### Input for this task ###

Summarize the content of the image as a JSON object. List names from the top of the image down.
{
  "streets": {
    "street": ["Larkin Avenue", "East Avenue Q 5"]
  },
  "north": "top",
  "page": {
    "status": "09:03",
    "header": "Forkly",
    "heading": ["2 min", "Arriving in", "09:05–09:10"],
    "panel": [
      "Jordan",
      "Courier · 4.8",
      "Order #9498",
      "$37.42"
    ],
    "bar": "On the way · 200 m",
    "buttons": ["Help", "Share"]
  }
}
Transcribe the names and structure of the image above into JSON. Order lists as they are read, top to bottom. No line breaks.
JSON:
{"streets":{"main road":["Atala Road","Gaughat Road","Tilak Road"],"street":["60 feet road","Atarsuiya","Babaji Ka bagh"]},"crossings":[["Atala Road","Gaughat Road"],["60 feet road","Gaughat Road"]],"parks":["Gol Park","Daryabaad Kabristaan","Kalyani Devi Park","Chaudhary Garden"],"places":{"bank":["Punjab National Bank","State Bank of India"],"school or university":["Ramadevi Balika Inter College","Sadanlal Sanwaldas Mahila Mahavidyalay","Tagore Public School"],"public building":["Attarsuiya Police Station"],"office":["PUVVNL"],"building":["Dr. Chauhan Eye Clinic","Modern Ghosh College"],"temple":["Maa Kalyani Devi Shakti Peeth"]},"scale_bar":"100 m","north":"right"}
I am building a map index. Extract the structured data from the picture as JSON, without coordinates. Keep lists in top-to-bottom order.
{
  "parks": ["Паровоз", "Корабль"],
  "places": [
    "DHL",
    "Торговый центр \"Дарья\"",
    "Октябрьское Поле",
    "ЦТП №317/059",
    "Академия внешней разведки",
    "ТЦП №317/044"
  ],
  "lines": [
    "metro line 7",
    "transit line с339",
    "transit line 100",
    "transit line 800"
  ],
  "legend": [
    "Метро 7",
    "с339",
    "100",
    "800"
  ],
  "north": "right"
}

###

#### Instructions to follow
Please repeat the listing exactly, with nothing left out.

#### Output for this task
Summarize the content of the image as a JSON object. List names from the top of the image down.
{
  "streets": {
    "street": ["Larkin Avenue", "East Avenue Q 5"]
  },
  "north": "top",
  "page": {
    "status": "09:03",
    "header": "Forkly",
    "heading": ["2 min", "Arriving in", "09:05–09:10"],
    "panel": [
      "Jordan",
      "Courier · 4.8",
      "Order #9498",
      "$37.42"
    ],
    "bar": "On the way · 200 m",
    "buttons": ["Help", "Share"]
  }
}
Transcribe the names and structure of the image above into JSON. Order lists as they are read, top to bottom. No line breaks.
JSON:
{"streets":{"main road":["Atala Road","Gaughat Road","Tilak Road"],"street":["60 feet road","Atarsuiya","Babaji Ka bagh"]},"crossings":[["Atala Road","Gaughat Road"],["60 feet road","Gaughat Road"]],"parks":["Gol Park","Daryabaad Kabristaan","Kalyani Devi Park","Chaudhary Garden"],"places":{"bank":["Punjab National Bank","State Bank of India"],"school or university":["Ramadevi Balika Inter College","Sadanlal Sanwaldas Mahila Mahavidyalay","Tagore Public School"],"public building":["Attarsuiya Police Station"],"office":["PUVVNL"],"building":["Dr. Chauhan Eye Clinic","Modern Ghosh College"],"temple":["Maa Kalyani Devi Shakti Peeth"]},"scale_bar":"100 m","north":"right"}
I am building a map index. Extract the structured data from the picture as JSON, without coordinates. Keep lists in top-to-bottom order.
{
  "parks": ["Паровоз", "Корабль"],
  "places": [
    "DHL",
    "Торговый центр \"Дарья\"",
    "Октябрьское Поле",
    "ЦТП №317/059",
    "Академия внешней разведки",
    "ТЦП №317/044"
  ],
  "lines": [
    "metro line 7",
    "transit line с339",
    "transit line 100",
    "transit line 800"
  ],
  "legend": [
    "Метро 7",
    "с339",
    "100",
    "800"
  ],
  "north": "right"
}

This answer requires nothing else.